The following is an Article in the Philosophical Transactions of the Royal Society of London, vol. xx, No. 247, page 441:—

Part of a Letter from Dr. Musgrave, Fellow of the College of Physicians and R. S., to Dr. Sloane; concerning a Piece of Antiquity lately found in Somersetshire.

I enclose, to you, the Figure (see Fig. 4) of a curious piece of Antiquity, lately found near Ashelney in Somersetshire; the Place where King Alfred built, as Milton affirms, a Fortress: But according to William of Malmsbury, a Monastery; in Memory (as some have thought) of his Deliverance, obscure Retreat to that Place, and Concealment in it, from the Danes.

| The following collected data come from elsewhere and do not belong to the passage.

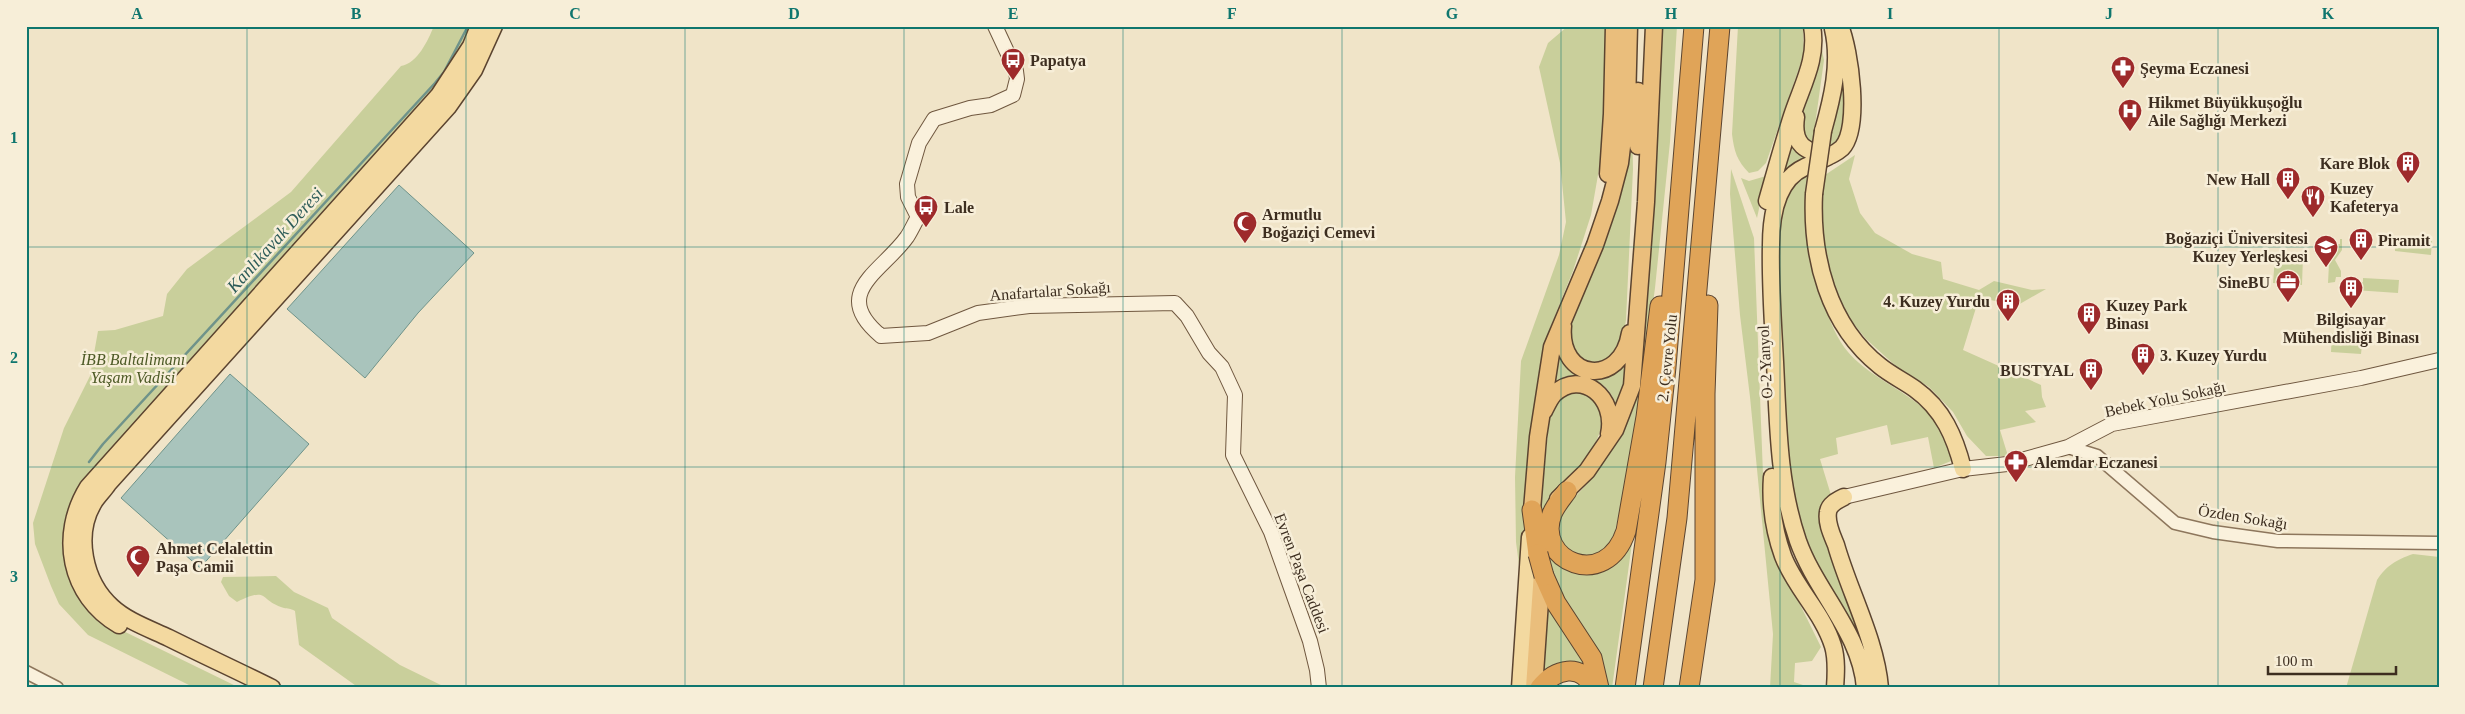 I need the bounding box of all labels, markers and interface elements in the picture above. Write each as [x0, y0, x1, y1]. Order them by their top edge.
text: A [131, 5, 143, 22]
text: B [351, 5, 362, 22]
text: C [569, 5, 581, 22]
text: D [788, 5, 800, 22]
text: E [1008, 5, 1018, 22]
text: F [1227, 5, 1237, 22]
text: G [1446, 5, 1459, 22]
text: H [1665, 5, 1678, 22]
text: I [1887, 5, 1893, 22]
text: J [2105, 5, 2113, 22]
text: K [2322, 5, 2335, 22]
bus stop icon: Papatya [1000, 47, 1026, 81]
place label: Papatya [1030, 52, 1086, 70]
pharmacy icon: Şeyma Eczanesi [2110, 55, 2136, 89]
place label: Şeyma Eczanesi [2140, 60, 2249, 78]
place label: Hikmet Büyükkuşoğlu Aile Sağlığı Merkezi [2148, 94, 2302, 130]
hospital icon: Hikmet Büyükkuşoğlu Aile Sağlığı Merkezi [2117, 98, 2143, 132]
text: 1 [10, 129, 18, 146]
building icon: Kare Blok [2395, 150, 2421, 184]
place label: Kare Blok [2320, 155, 2390, 172]
building icon: New Hall [2275, 166, 2301, 200]
place label: New Hall [2206, 171, 2271, 188]
place label: Kuzey Kafeterya [2330, 180, 2398, 216]
water label: Kanlıkavak Deresi [222, 184, 327, 297]
restaurant icon: Kuzey Kafeterya [2300, 184, 2326, 218]
bus stop icon: Lale [913, 194, 939, 228]
place label: Lale [944, 199, 974, 216]
place label: Armutlu Boğaziçi Cemevi [1262, 206, 1376, 242]
mosque icon: Armutlu Boğaziçi Cemevi [1232, 210, 1258, 244]
building icon: Piramit [2348, 227, 2374, 261]
place label: Boğaziçi Üniversitesi Kuzey Yerleşkesi [2165, 230, 2309, 266]
place label: Piramit [2378, 232, 2431, 249]
school or university icon: Boğaziçi Üniversitesi Kuzey Yerleşkesi [2313, 234, 2339, 268]
office icon: SineBU [2275, 269, 2301, 303]
place label: SineBU [2218, 274, 2270, 291]
building icon: Bilgisayar Mühendisliği Binası [2338, 275, 2364, 309]
street label: Anafartalar Sokağı [989, 278, 1112, 305]
building icon: 4. Kuzey Yurdu [1995, 288, 2021, 322]
place label: 4. Kuzey Yurdu [1883, 293, 1990, 311]
place label: Kuzey Park Binası [2106, 297, 2187, 332]
building icon: Kuzey Park Binası [2076, 301, 2102, 335]
place label: Bilgisayar Mühendisliği Binası [2283, 311, 2420, 347]
street label: 2. Çevre Yolu [1654, 313, 1681, 403]
street label: O-2 Yanyol [1755, 324, 1776, 399]
building icon: 3. Kuzey Yurdu [2130, 342, 2156, 376]
place label: 3. Kuzey Yurdu [2160, 347, 2267, 365]
text: 2 [10, 349, 18, 366]
park label: İBB Baltalimanı Yaşam Vadisi [80, 351, 185, 387]
building icon: BUSTYAL [2078, 357, 2104, 391]
place label: BUSTYAL [2000, 362, 2074, 379]
street label: Bebek Yolu Sokağı [2103, 378, 2228, 421]
pharmacy icon: Alemdar Eczanesi [2003, 449, 2029, 483]
place label: Alemdar Eczanesi [2034, 454, 2158, 471]
street label: Özden Sokağı [2197, 502, 2289, 534]
street label: Evren Paşa Caddesi [1270, 511, 1333, 636]
place label: Ahmet Celalettin Paşa Camii [156, 540, 273, 576]
mosque icon: Ahmet Celalettin Paşa Camii [125, 544, 151, 578]
text: 3 [10, 568, 18, 585]
scale bar [2268, 644, 2395, 676]
text: 100 m [2275, 653, 2313, 669]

The Substance is in the Possession of Col. P. of Fairfield in the same County; by whose Permission, I had the Sight of it. ’Tis of the same Length and Breadth with the Figure: the Work very fine; so as to make some Men question its true Age: But in all probability, it did belong to that great King, it is so well represented in the Figure, that a short Description will suffice.

The Edge is thin, as far as the Letters. The Letters are on a Plane rising obliquely. All within the inner Pyramidal Line is on a Plane equi-distant from the Reverse. The Representation (in that upper Plane) seems to be of some Person in a Chair. It is in Enamel, cover’d over with a Crystal; which is secured in its place by the little Leaves coming over its Edges. In the Reverse are Flowers engraved. The whole piece may be of the Weight of Three Guineas. The Chrystal and Enamel excepted, it is all of pure Gold.

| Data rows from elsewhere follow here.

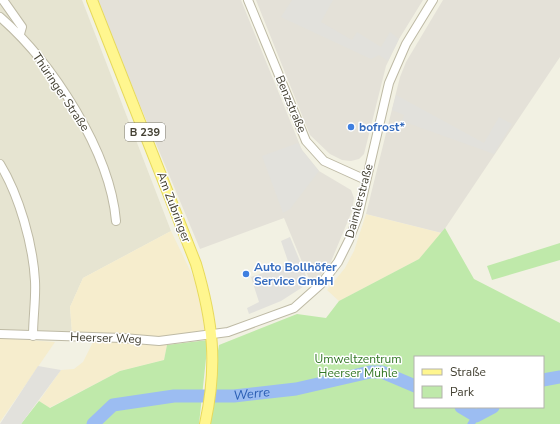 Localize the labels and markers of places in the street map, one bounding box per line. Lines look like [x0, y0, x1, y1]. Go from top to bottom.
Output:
place label: bofrost* [359, 119, 406, 135]
marker: bofrost* [346, 122, 356, 132]
place label: Auto Bollhöfer Service GmbH [254, 259, 337, 289]
marker: Auto Bollhöfer Service GmbH [241, 269, 251, 279] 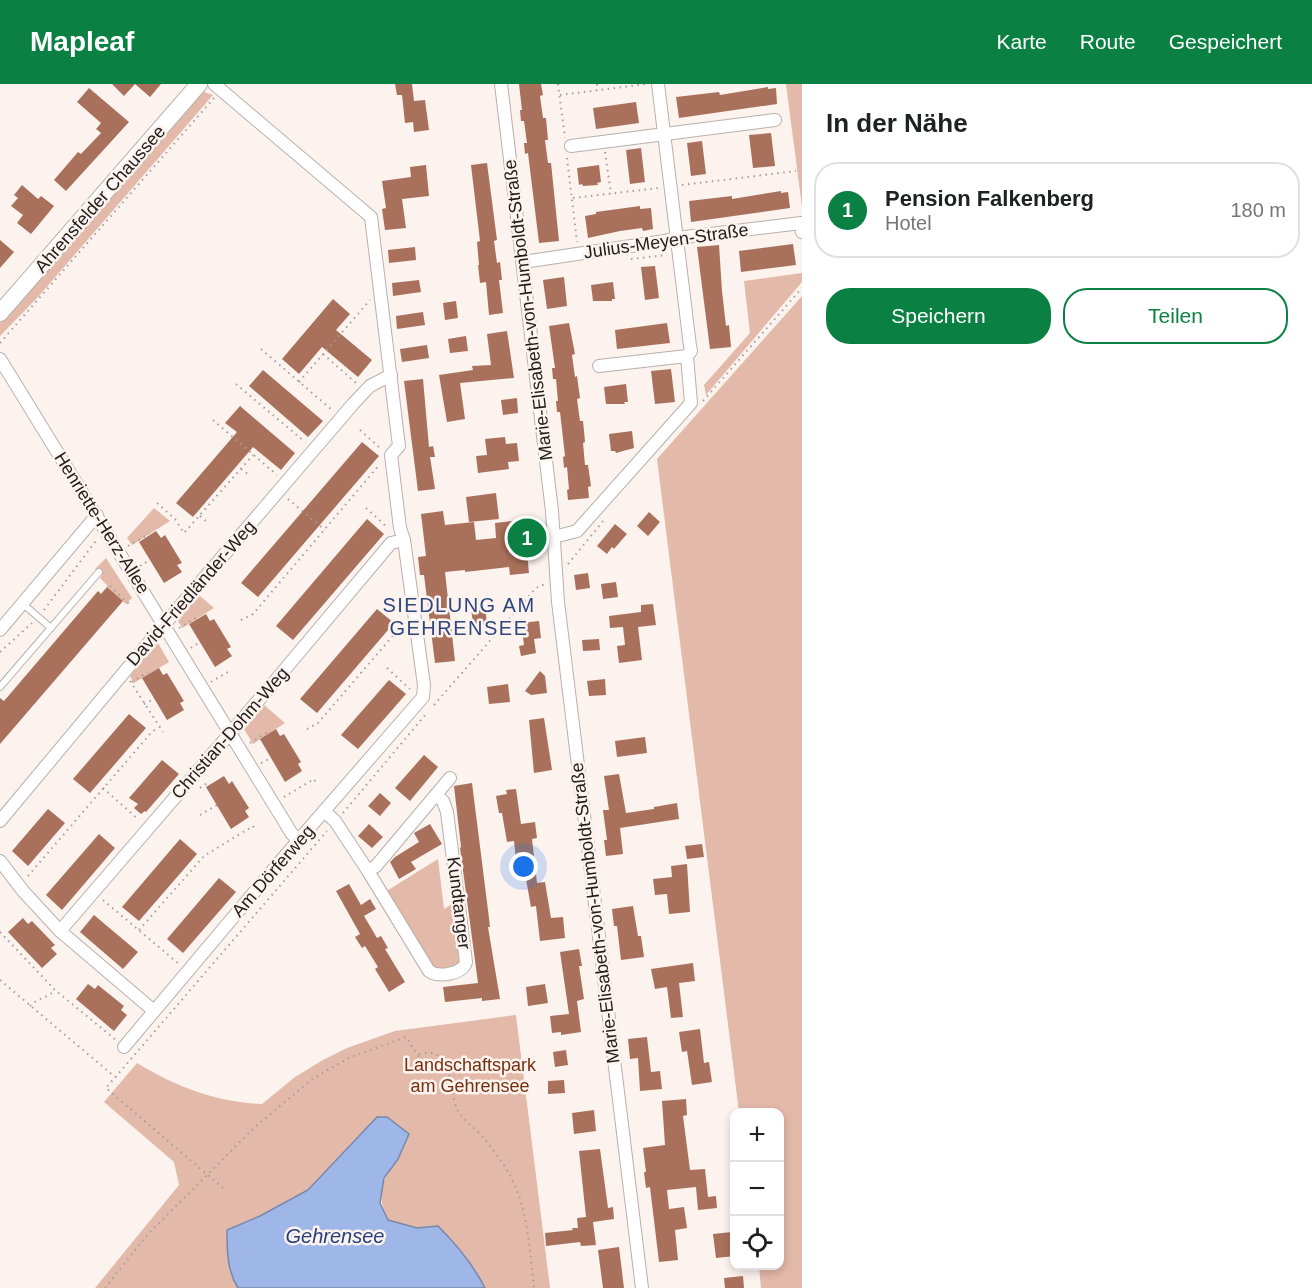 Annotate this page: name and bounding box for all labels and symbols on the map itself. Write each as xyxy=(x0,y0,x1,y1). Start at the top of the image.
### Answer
street label: Ahrensfelder Chaussee xyxy=(31,121,169,277)
street label: Marie-Elisabeth-von-Humboldt-Straße xyxy=(500,158,556,462)
street label: Julius-Meyen-Straße xyxy=(582,220,750,262)
street label: Henriette-Herz-Allee xyxy=(50,449,154,597)
street label: David-Friedländer-Weg xyxy=(123,516,259,670)
pin: 1 xyxy=(508,516,546,560)
district label: SIEDLUNG AM GEHRENSEE xyxy=(382,594,536,639)
street label: Christian-Dohm-Weg xyxy=(167,663,293,803)
street label: Marie-Elisabeth-von-Humboldt-Straße xyxy=(567,761,623,1065)
street label: Am Dörferweg xyxy=(228,821,318,921)
your location xyxy=(509,852,538,881)
street label: Kundtanger xyxy=(443,856,475,950)
park label: Landschaftspark am Gehrensee xyxy=(404,1055,537,1096)
water label: Gehrensee xyxy=(286,1225,384,1247)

This, perhaps, was an Amulet of King Alfred’s.

Exon, Dec. 10, 1698.


APPENDIX B
ST. NEOT AND ST. CUTHBERT
(pp. 29 and 74)

Among the tentative interpretations of the enamelled Figure both of these saints have at different times been put forward, as was only natural, since they both hold a place in the current narratives of king Alfred’s life. But it is well to observe that their several relations to the stream of tradition are neither equal nor alike. The first is found united with that stream in the tenth century, that is to say, at the highest point which has been reached in the investigation of these episodes. As to what is told of St. Neot, however unlikely, it cannot be pronounced impossible that it may have had some original right to the place which it holds. The second is a transparent fraud, introduced in the twelfth century by wrong-headed zeal. A few details will make this clear.

The oldest source for the life of St. Neot is an Anglo-Saxon homily of that well-known type which sprang out of the monastic revival associated with the names of Odo and Æthelwold and Dunstan. Conspicuous examples of this type are the Lives of St. Edmund, King and Martyr, and of St. Swithun.